- [Problem requirements] Where "serif" occurs in a line of the entries below, copy that line.

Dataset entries
::::::::
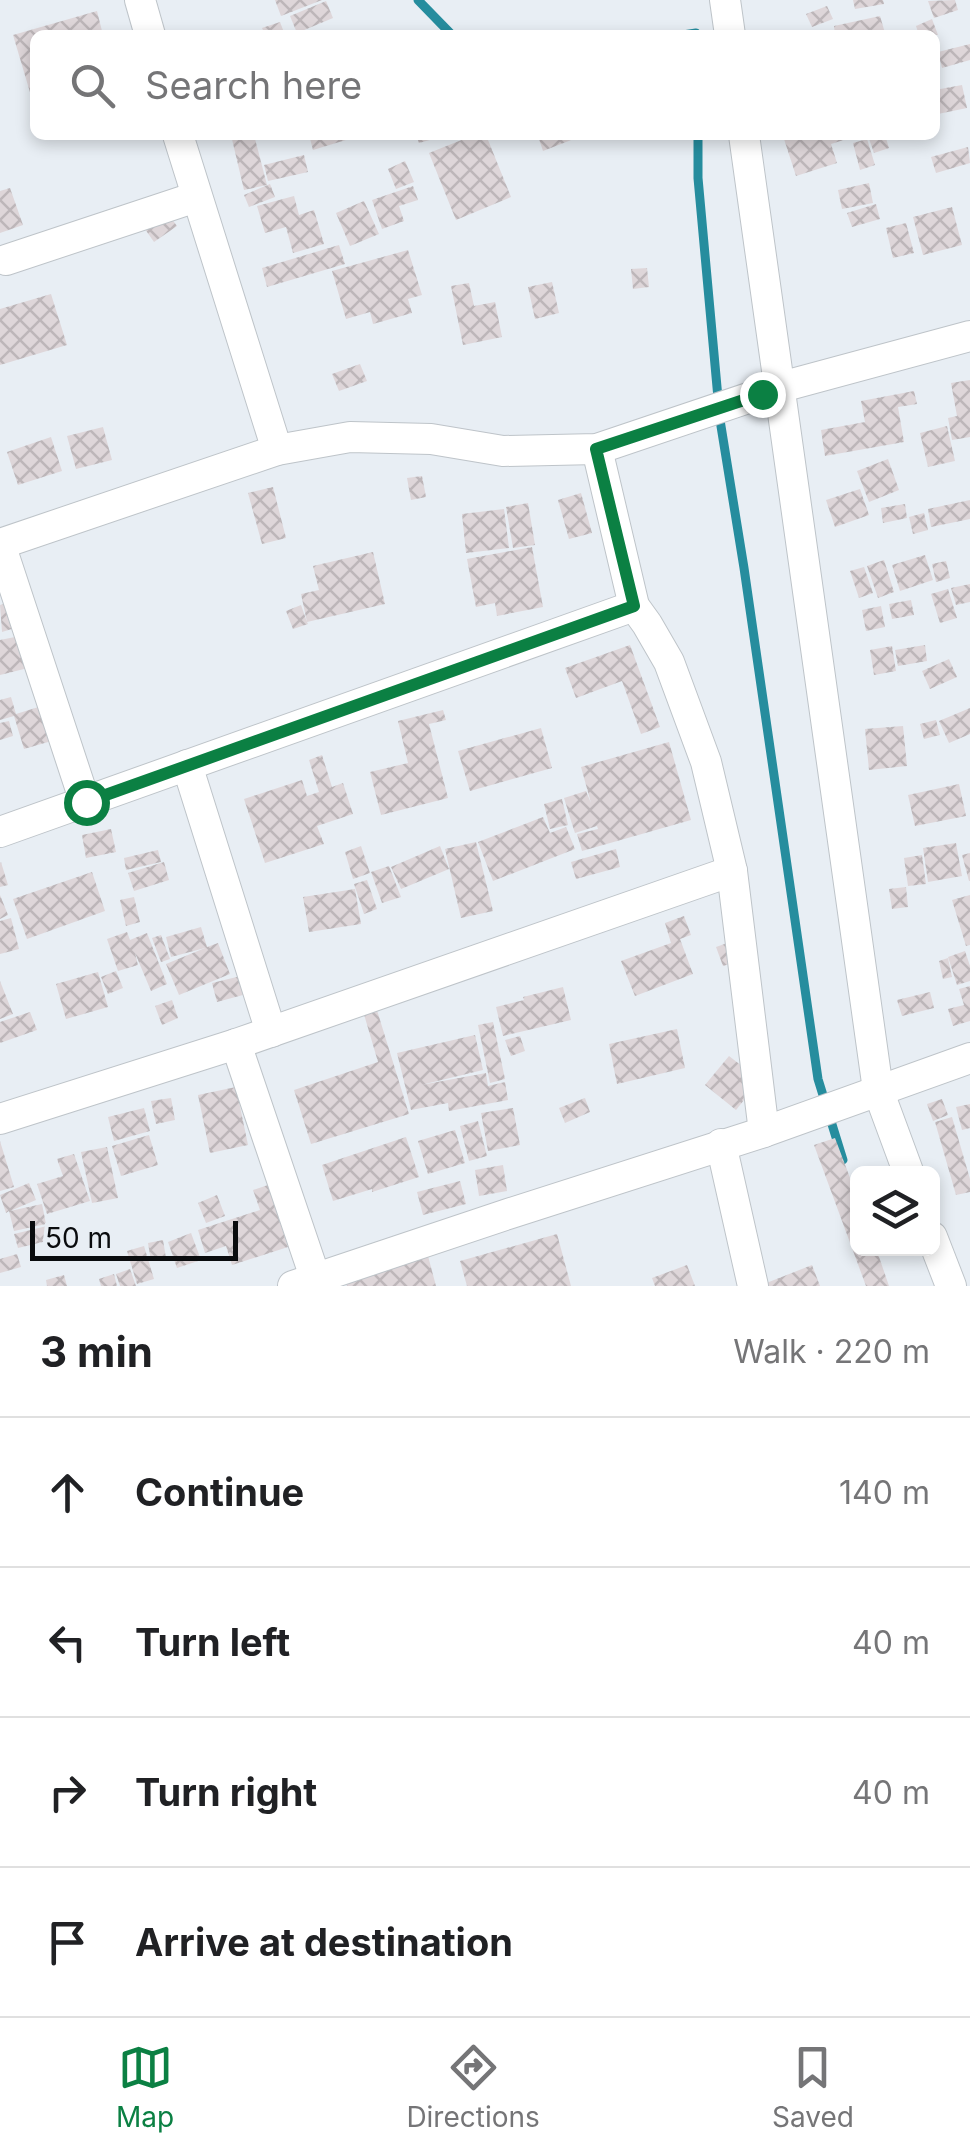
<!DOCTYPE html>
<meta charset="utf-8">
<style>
:root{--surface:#fff;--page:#f6f6f6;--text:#202124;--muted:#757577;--line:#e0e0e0;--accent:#0b8043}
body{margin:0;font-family:Inter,sans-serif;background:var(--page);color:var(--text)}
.controls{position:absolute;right:30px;bottom:30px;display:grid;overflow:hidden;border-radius:15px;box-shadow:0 5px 15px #0003}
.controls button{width:90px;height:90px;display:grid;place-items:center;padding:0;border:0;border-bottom:2px solid var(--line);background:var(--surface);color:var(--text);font:50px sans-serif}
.scale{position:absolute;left:30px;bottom:25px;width:208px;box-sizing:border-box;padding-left:10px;border:5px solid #0a0c0e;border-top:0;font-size:28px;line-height:35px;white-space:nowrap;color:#0a0c0e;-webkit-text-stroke:8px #e8eef4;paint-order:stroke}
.stop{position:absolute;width:30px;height:30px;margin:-22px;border:8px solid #0b8043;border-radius:50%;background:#fff}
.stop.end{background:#0b8043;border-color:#fff;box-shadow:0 2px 10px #0008}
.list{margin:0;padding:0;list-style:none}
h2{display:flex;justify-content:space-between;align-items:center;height:130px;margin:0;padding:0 40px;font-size:42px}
h2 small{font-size:32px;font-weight:400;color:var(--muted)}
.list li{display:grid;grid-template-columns:65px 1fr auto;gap:30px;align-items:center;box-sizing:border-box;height:150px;padding:0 40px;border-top:2px solid var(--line)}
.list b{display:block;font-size:38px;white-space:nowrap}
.list em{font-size:32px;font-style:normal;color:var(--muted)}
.icon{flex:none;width:55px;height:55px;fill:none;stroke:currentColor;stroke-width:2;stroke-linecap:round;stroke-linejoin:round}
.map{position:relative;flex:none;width:970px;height:1286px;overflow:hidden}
.search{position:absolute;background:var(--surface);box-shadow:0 5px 15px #0003;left:30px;right:30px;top:30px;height:110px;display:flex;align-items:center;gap:25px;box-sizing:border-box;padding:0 35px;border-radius:15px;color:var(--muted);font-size:38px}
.sheet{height:730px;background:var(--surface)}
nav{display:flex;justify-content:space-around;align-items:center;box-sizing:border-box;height:140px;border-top:2px solid var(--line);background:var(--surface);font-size:28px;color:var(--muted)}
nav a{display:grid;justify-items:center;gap:5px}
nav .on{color:var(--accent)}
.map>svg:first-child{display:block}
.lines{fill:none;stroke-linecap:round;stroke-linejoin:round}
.stream{stroke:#268d9e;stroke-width:9}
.building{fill:url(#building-cross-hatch)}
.minor-casing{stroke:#bec4c9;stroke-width:32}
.minor{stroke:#fff;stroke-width:30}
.route{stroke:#0b8043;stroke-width:12}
</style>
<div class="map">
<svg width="970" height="1286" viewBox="0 0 970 1286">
<defs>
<pattern id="building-cross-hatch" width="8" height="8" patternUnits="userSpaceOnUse" patternTransform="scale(2.5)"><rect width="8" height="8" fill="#ded6d9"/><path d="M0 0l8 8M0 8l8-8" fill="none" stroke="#bdb6b9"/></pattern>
</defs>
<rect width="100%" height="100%" fill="#e8eef4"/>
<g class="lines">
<!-- stream -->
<g class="stream">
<polyline points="418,0 452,35"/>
<polyline points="683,35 696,33 696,35"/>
<polyline points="698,135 698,178 720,420 744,568 818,1079 843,1160"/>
</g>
</g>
<!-- building -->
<g class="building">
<polygon points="275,0 322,0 281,16"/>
<polygon points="853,0 883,0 884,4 855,9"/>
<polygon points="955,0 958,10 934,18 928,1"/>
<polygon points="326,1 333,18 297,33 290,16"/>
<polygon points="827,6 833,19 812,27 806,14"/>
<polygon points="97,11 103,35 35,35 35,98 32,99 13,35"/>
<polygon points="880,16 885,33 874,35 835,35 834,26"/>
<polygon points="932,19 938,35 919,35 916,26"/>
<polygon points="280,22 285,35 265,35 262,28"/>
<polygon points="970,44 970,60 942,68 938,52"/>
<polygon points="962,85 967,108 938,114 935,90"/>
<polygon points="231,135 254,135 267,185 244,190"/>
<polygon points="309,135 358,135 359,136 313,150"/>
<polygon points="416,135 444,135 444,136 419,143"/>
<polygon points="474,135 486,135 511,197 456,220 429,153"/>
<polygon points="541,135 584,135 543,151 538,136"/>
<polygon points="797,135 856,135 856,136 831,144 837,163 796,176 784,139"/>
<polygon points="873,135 885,135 889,148 874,153 868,136"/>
<polygon points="867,139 875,165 860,170 853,143"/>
<polygon points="968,147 970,163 936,173 931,157"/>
<polygon points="304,155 308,172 268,181 264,165"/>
<polygon points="405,161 414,182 396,189 388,169"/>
<polygon points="869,183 873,203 842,209 838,190"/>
<polygon points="270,184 275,197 249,207 244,195"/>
<polygon points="413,186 418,200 399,206 404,221 382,229 372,200"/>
<polygon points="10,188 23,225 0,233 0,191"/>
<polygon points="294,196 299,215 314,210 324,244 293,253 286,227 265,233 257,206"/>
<polygon points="364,201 379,234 350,246 336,213"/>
<polygon points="876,204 880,219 852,227 847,213"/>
<polygon points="162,206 177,226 154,242 140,222"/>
<polygon points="952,207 962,245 923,255 913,217"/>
<polygon points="906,223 914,253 893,258 886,228"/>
<polygon points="339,245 345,264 267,287 262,268"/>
<polygon points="408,250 422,295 408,299 412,313 373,324 370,312 346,319 332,271"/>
<polygon points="647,268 649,287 633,289 631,269"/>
<polygon points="552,282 559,313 535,319 528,287"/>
<polygon points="469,283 474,306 495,302 502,337 463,345 451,286"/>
<polygon points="51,294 67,345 0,365 0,309"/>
<polygon points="360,364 367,381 339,391 332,374"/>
<polygon points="970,380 970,437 952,440 948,418 957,416 951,383"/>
<polygon points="914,391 917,404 898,407 904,442 825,456 821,430 865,422 861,401"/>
<polygon points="947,426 955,461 928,467 920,433"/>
<polygon points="103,427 112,460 76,469 67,436"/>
<polygon points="51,437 62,471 18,485 7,452"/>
<polygon points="888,459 899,490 869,502 857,471"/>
<polygon points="422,476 426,497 411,500 407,478"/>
<polygon points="273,487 286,538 262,544 248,493"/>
<polygon points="860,489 869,515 835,527 826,500"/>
<polygon points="581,493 592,533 569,539 558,500"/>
<polygon points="970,500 970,519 931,527 928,509"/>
<polygon points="528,503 535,545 513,548 506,507"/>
<polygon points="905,504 907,518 883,523 881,508"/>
<polygon points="504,509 509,548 466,553 462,514"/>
<polygon points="924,513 928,530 913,534 909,517"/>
<polygon points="532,547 543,607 497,616 495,603 476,607 467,559"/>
<polygon points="373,552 385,604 307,622 308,624 293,629 286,611 301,605 307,622 301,594 319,590 313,566"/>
<polygon points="925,555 933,580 900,591 892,565"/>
<polygon points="884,560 894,592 878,598 867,566"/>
<polygon points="946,561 950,578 936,582 932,564"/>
<polygon points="864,567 873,593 859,598 850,571"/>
<polygon points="970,584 970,602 956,605 951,588"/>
<polygon points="948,589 957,618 940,623 931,594"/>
<polygon points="911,600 914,615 892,619 889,604"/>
<polygon points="9,602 18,627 2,632 0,605"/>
<polygon points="881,606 885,627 866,631 862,610"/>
<polygon points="20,636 28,668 0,675 0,640"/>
<polygon points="630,645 660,727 641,734 622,681 576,698 565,668"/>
<polygon points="925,645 927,661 898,666 895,650"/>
<polygon points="892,646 896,671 874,675 870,650"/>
<polygon points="949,659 957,677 930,689 922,671"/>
<polygon points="11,697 16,714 45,705 55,740 24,749 14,716 0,720 0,700"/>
<polygon points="970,708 970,734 949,743 939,721"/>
<polygon points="443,710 446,720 429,724 448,798 381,815 370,772 408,763 398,721"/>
<polygon points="936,720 940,735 924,739 920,724"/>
<polygon points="9,721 13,736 0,740 0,723"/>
<polygon points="903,726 907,766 869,770 865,729"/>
<polygon points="541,728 552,768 470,791 458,751"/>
<polygon points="669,742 691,820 582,851 577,834 598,829 597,826 575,833 572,824 576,823 572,824 564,798 586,791 591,803 581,767"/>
<polygon points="322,755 332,787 343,783 353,814 317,826 324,844 265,863 244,799 302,780 307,796 319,792 309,760"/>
<polygon points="959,784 966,816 915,826 908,795"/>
<polygon points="562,799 568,825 550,829 544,804"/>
<polygon points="543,817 550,833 566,827 575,849 493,881 478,842"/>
<polygon points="111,829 116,852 86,858 82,835"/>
<polygon points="476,842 493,911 461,918 445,849"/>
<polygon points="956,843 962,876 928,882 923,848"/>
<polygon points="361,846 370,873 353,879 345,852"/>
<polygon points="440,846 449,869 401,889 391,867"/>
<polygon points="616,849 620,867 576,879 571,862"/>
<polygon points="158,850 161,862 126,870 124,858"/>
<polygon points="970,853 970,881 969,881 962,855"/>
<polygon points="922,855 926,884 908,886 904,858"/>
<polygon points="1,862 8,885 0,887 0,863"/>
<polygon points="164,862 169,880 134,891 128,873"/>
<polygon points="389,866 401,897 382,903 371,872"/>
<polygon points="92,872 105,911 27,939 13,899"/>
<polygon points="367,880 377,909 364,914 354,884"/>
<polygon points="906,887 908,907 892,909 889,889"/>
<polygon points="355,889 361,924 309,932 303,897"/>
<polygon points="0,895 8,915 0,919"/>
<polygon points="970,895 970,945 966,946 952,900"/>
<polygon points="134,897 140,922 126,926 120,900"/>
<polygon points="684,916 691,935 680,939 693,974 635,996 621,961 671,943 665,923"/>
<polygon points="11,918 19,949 0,954 0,921"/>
<polygon points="201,927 207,947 218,943 230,974 179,995 166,964 205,948 171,957 166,937"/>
<polygon points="127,932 130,940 147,933 167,984 151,991 135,953 138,965 118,971 107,939"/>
<polygon points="161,935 170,959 161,962 152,938"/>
<polygon points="730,942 736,962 723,966 716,947"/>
<polygon points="965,951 970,966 970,981 957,985 948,957"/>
<polygon points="948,958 952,977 943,979 939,961"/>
<polygon points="116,971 123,988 108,994 101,977"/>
<polygon points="98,972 108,1007 66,1019 56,984"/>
<polygon points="249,974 254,992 217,1002 212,983"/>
<polygon points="0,981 13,1014 0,1019"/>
<polygon points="970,986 970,1021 953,1026 948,1009 964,1005 959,989"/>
<polygon points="563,987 571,1020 503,1036 496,1007 524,1000 523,997"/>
<polygon points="930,992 934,1008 902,1016 897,1000"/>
<polygon points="172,1000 178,1018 162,1025 155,1006"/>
<polygon points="376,1007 409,1114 311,1144 294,1090 378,1062 363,1011"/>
<polygon points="30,1012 37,1030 0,1043 0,1022"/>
<polygon points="493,1022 505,1079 490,1083 478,1025"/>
<polygon points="677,1029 685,1068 617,1084 609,1044"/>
<polygon points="475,1035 483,1070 421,1085 486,1073 488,1086 505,1082 508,1100 449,1111 448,1103 411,1110 397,1053"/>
<polygon points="520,1036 525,1051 511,1056 505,1040"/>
<polygon points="729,1056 760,1080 736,1110 705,1085"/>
<polygon points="236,1087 248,1145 210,1153 198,1095"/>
<polygon points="171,1098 175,1120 156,1124 151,1101"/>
<polygon points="585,1098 590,1112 565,1123 559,1108"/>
<polygon points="942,1099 948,1115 933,1121 927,1104"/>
<polygon points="970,1104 970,1128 962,1130 956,1107"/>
<polygon points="144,1108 150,1131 114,1141 108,1117"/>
<polygon points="513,1108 520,1145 488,1151 481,1113"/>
<polygon points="952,1117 970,1179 970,1192 956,1195 935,1122"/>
<polygon points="478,1121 487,1156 469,1161 460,1126"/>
<polygon points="455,1130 465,1163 428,1174 418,1141"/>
<polygon points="149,1135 158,1165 121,1176 112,1146"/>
<polygon points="406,1137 419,1177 372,1192 372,1189 333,1201 322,1165"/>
<polygon points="835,1138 858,1199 858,1248 876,1248 889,1286 866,1286 814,1145"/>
<polygon points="0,1141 14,1187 0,1191"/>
<polygon points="107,1147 118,1198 92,1203 81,1152"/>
<polygon points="74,1154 90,1201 47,1214 37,1184 63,1176 57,1159"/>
<polygon points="503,1165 507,1191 479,1196 475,1170"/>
<polygon points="460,1181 466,1204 423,1215 417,1192"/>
<polygon points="29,1183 36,1200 10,1211 42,1204 46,1224 14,1231 9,1211 6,1213 0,1195"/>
<polygon points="268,1185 288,1247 232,1265 226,1246 205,1253 198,1230 260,1210 253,1190"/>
<polygon points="217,1195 225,1216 206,1223 198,1203"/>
<polygon points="47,1226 51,1240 18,1248 14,1234"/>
<polygon points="191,1233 201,1260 177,1268 168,1242"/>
<polygon points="557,1234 571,1286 467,1286 460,1261"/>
<polygon points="163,1240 166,1258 151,1261 148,1243"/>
<polygon points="144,1246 154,1279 137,1284 127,1251"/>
<polygon points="17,1254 21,1267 0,1273 0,1259"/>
<polygon points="428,1256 436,1286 347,1286 345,1278"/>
<polygon points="687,1265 695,1286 655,1286 652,1278"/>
<polygon points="812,1265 820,1286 759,1286"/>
<polygon points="130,1269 136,1286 120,1286 116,1274"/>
<polygon points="114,1274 117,1286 101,1286 99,1279"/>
<polygon points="64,1275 67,1286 47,1286 46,1280"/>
</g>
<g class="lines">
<!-- minor casing -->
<g class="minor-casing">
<g id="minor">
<polyline points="140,0 150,35"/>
<polyline points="725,0 730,35"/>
<polyline points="178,135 277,450"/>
<polyline points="744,135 878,1090 909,1174"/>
<polyline points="6,260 196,197"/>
<polyline points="597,449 634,606 647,624 669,662 706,762 732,871 764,1132"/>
<polyline points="187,765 271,1032"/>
<polyline points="85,802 0,544 277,450 350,437 431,439 503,451 597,449 781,387 970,336"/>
<polyline points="0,832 634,606"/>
<polyline points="236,1044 318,1286"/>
<polyline points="0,1119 236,1044 732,871"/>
<polyline points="721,1144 753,1286"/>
<polyline points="932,1237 951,1286"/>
<polyline points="293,1286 508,1214 764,1132 970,1058"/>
</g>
</g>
<!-- minor -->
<use href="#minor" class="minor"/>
</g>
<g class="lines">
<!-- route -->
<polyline class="route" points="86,802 634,606 596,449 762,394"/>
</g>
</svg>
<div class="controls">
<button><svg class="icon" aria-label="layers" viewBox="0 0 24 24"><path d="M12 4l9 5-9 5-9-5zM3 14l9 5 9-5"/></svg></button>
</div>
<div class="scale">50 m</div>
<div class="stop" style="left:86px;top:802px"></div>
<div class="stop end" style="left:762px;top:394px"></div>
<div class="search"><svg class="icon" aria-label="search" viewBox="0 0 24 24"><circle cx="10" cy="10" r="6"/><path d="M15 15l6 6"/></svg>Search here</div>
</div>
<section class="sheet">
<h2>3 min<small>Walk · 220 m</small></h2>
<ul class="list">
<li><svg class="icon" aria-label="ahead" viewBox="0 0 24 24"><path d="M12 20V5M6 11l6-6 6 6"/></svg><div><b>Continue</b></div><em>140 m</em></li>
<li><svg class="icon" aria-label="left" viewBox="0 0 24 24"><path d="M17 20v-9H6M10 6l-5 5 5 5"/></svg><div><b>Turn left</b></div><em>40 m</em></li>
<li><svg class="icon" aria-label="right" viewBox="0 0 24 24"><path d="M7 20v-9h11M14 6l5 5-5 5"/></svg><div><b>Turn right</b></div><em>40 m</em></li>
<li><svg class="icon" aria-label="arrive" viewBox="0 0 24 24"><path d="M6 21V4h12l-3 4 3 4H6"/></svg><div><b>Arrive at destination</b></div></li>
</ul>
</section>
<nav>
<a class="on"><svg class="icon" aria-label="map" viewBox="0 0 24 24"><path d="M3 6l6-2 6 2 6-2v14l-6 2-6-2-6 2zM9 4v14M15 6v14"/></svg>Map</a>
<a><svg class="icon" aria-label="directions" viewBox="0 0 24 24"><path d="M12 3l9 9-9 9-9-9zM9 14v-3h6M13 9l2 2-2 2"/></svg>Directions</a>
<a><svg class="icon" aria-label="saved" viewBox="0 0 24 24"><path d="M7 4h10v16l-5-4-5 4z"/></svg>Saved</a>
</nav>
::::::::
- [Written solution]
body{margin:0;font-family:Inter,sans-serif;background:var(--page);color:var(--text)}
.controls button{width:90px;height:90px;display:grid;place-items:center;padding:0;border:0;border-bottom:2px solid var(--line);background:var(--surface);color:var(--text);font:50px sans-serif}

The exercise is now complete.